§ What you need to do
Nothing below is to be printed except the lines between the line holding "const shape = rows" and the line holding "[622,1962,622,2009,565,2070,601,2004]", inclusive, each exactly as it appears.
◆ ◆ ◆ ◆
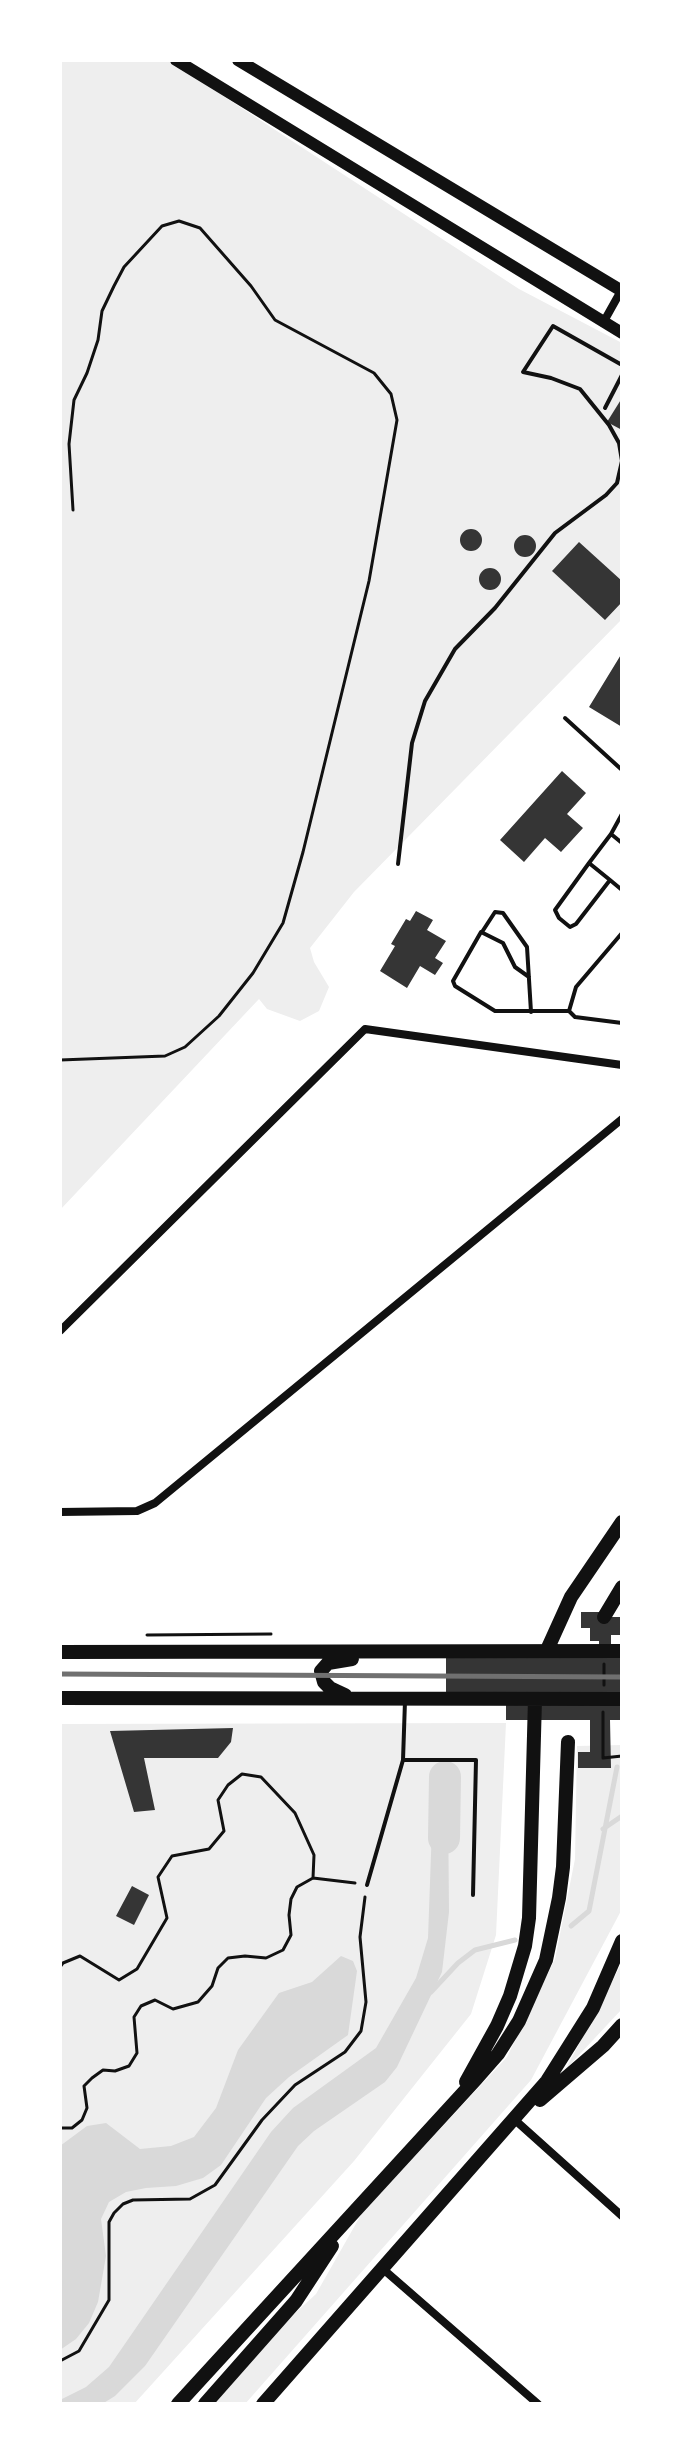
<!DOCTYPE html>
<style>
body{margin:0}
#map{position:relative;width:682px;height:2464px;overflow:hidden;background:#fff;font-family:"Open Sans",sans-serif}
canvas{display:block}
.frame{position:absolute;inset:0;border:62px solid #fff;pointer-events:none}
</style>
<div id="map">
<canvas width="682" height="2464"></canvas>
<div class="frame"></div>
</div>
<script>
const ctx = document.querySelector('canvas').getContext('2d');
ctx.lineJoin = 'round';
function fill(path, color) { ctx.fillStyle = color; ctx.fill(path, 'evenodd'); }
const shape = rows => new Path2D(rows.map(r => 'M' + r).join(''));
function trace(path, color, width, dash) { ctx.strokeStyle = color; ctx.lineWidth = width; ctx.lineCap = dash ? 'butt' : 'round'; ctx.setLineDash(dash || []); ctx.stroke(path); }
const green = shape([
 [60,60,168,60,519,289,622,343,622,619,354,892,310,948,314,962,329,987,319,1011,300,1021,267,1009,259,999,60,1210],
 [506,1723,496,1935,471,2014,354,2161,134,2404,60,2404,60,1724],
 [622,1745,622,1909,531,2080,245,2404,206,2404,221,2381,316,2294,362,2213,507,2057,555,1959,575,1859,577,1746],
 [622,1962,622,2009,565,2070,601,2004]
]);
const water = shape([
 [445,1794,448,1801,449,1912,442,1972,397,2067,385,2082,314,2131,298,2146,145,2366,115,2396,102,2404,60,2404,60,2400,86,2387,109,2367,271,2132,293,2108,376,2048,416,1978,428,1938,433,1799],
 [341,1956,353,1961,357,1971,348,2035,289,2077,266,2098,221,2165,203,2178,176,2186,146,2188,126,2192,109,2202,101,2219,106,2256,98,2302,89,2323,76,2339,60,2350,60,2146,87,2126,106,2123,140,2149,171,2146,194,2137,216,2108,238,2050,279,1993,312,1982]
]);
const stream = shape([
 [603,1829,622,1816],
 [571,1926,589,1911,617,1767],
 [431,1992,458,1963,475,1950,515,1940]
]);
const river = shape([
 [444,1838,445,1777]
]);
const building = shape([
 [622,398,622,430,607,422],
 '460 540a11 11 0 1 1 22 0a11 11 0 1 1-22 0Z',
 '514 546a11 11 0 1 1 22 0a11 11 0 1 1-22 0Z',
 [579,542,622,581,622,602,605,620,552,571],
 '479 579a11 11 0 1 1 22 0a11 11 0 1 1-22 0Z',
 [622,653,622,727,589,707],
 [562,771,586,793,567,814,583,828,561,852,545,838,524,862,500,840],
 [416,911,433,920,427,930,446,941,435,958,443,963,435,975,420,966,407,988,380,971,395,946,391,944,406,919,410,921],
 [581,1612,609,1612,609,1617,622,1617,622,1635,611,1635,611,1652,622,1652,622,1704,620,1704,620,1720,610,1720,611,1768,578,1768,578,1752,590,1752,590,1720,506,1720,506,1703,446,1703,446,1658,599,1654,599,1641,590,1641,590,1628,581,1628],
 [233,1728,231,1742,218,1758,144,1758,155,1810,134,1812,110,1731],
 [132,1886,149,1895,134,1925,116,1916]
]);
const path = shape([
 [60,1060,165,1056,185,1047,219,1016,253,973,283,923,303,852,369,581,397,420,391,394,374,373,275,320,251,286,200,228,179,221,162,226,124,267,114,286,102,311,98,340,87,373,74,400,69,444,73,510],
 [147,1635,271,1634],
 [604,1685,604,1664],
 [603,1712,603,1758,622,1756],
 [313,1878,355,1883],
 [60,1967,63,1963,80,1956,119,1980,137,1969,167,1918,158,1877,172,1856,209,1849,224,1831,218,1800,228,1785,242,1774,261,1777,295,1813,314,1855,313,1878,297,1887,291,1899,289,1915,291,1935,283,1950,266,1958,245,1956,228,1958,218,1968,212,1986,198,2002,173,2009,155,2000,141,2006,134,2017,137,2053,129,2066,115,2071,103,2070,92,2078,84,2086,87,2108,82,2120,72,2128,60,2128],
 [60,2053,60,2054],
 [60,2361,79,2351,109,2300,109,2222,114,2213,123,2204,133,2200,190,2199,215,2185,262,2120,295,2085,345,2052,361,2031,366,2002,360,1937,365,1897]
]);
const service = shape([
 [605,408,622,375],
 [565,718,622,770],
 [622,814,611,834,622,843],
 [589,863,611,834],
 [398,864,412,743,425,701,455,649,495,608,555,533,606,495,617,483,622,461,619,443,609,425,580,389,551,378,523,372,553,326,622,365],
 [610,880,576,924,570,927,559,918,555,910,589,863,610,880,622,890],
 [482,932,495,912,503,913,527,947,531,1012],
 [622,933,576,987,569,1011,575,1017,622,1023],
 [529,977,515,967,503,943,481,932,453,981,455,986,495,1011,569,1011],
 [403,1760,405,1701],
 [367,1885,403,1760,476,1760,473,1895]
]);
const minor = shape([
 [603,323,622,289],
 [60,1331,365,1029,622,1065],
 [60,1512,137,1511,155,1503,622,1119],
 [515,2120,622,2216],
 [383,2269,538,2404]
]);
const secondary = shape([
 [176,60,622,333],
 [238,60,622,291]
]);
const primary = shape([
 [604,1617,622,1587],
 [547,1650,571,1597,622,1522],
 [60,1652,622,1651],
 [345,1695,330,1688,324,1682,321,1671,328,1663,352,1659],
 [60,1698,622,1699],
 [466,2082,497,2026,510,1996,525,1946,529,1918,535,1699],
 [540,2100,603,2046,622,2025],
 [178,2404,476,2079,498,2054,519,2021,546,1960,559,1898,563,1867,568,1742],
 [205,2404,296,2301,332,2246],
 [263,2404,547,2081,593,2008,622,1941]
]);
const rail = shape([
 [60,1674,622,1677]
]);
fill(green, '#eee');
fill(water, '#d9d9d9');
trace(stream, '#d9d9d9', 5);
trace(river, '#d9d9d9', 32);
fill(building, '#353535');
trace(path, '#111', 3);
trace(service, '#111', 4);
trace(minor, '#111', 8);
trace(secondary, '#111', 12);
trace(primary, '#111', 14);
trace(rail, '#707070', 5);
</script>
◆ ◆ ◆ ◆
§ Answer section
const shape = rows => new Path2D(rows.map(r => 'M' + r).join(''));
function trace(path, color, width, dash) { ctx.strokeStyle = color; ctx.lineWidth = width; ctx.lineCap = dash ? 'butt' : 'round'; ctx.setLineDash(dash || []); ctx.stroke(path); }
const green = shape([
 [60,60,168,60,519,289,622,343,622,619,354,892,310,948,314,962,329,987,319,1011,300,1021,267,1009,259,999,60,1210],
 [506,1723,496,1935,471,2014,354,2161,134,2404,60,2404,60,1724],
 [622,1745,622,1909,531,2080,245,2404,206,2404,221,2381,316,2294,362,2213,507,2057,555,1959,575,1859,577,1746],
 [622,1962,622,2009,565,2070,601,2004]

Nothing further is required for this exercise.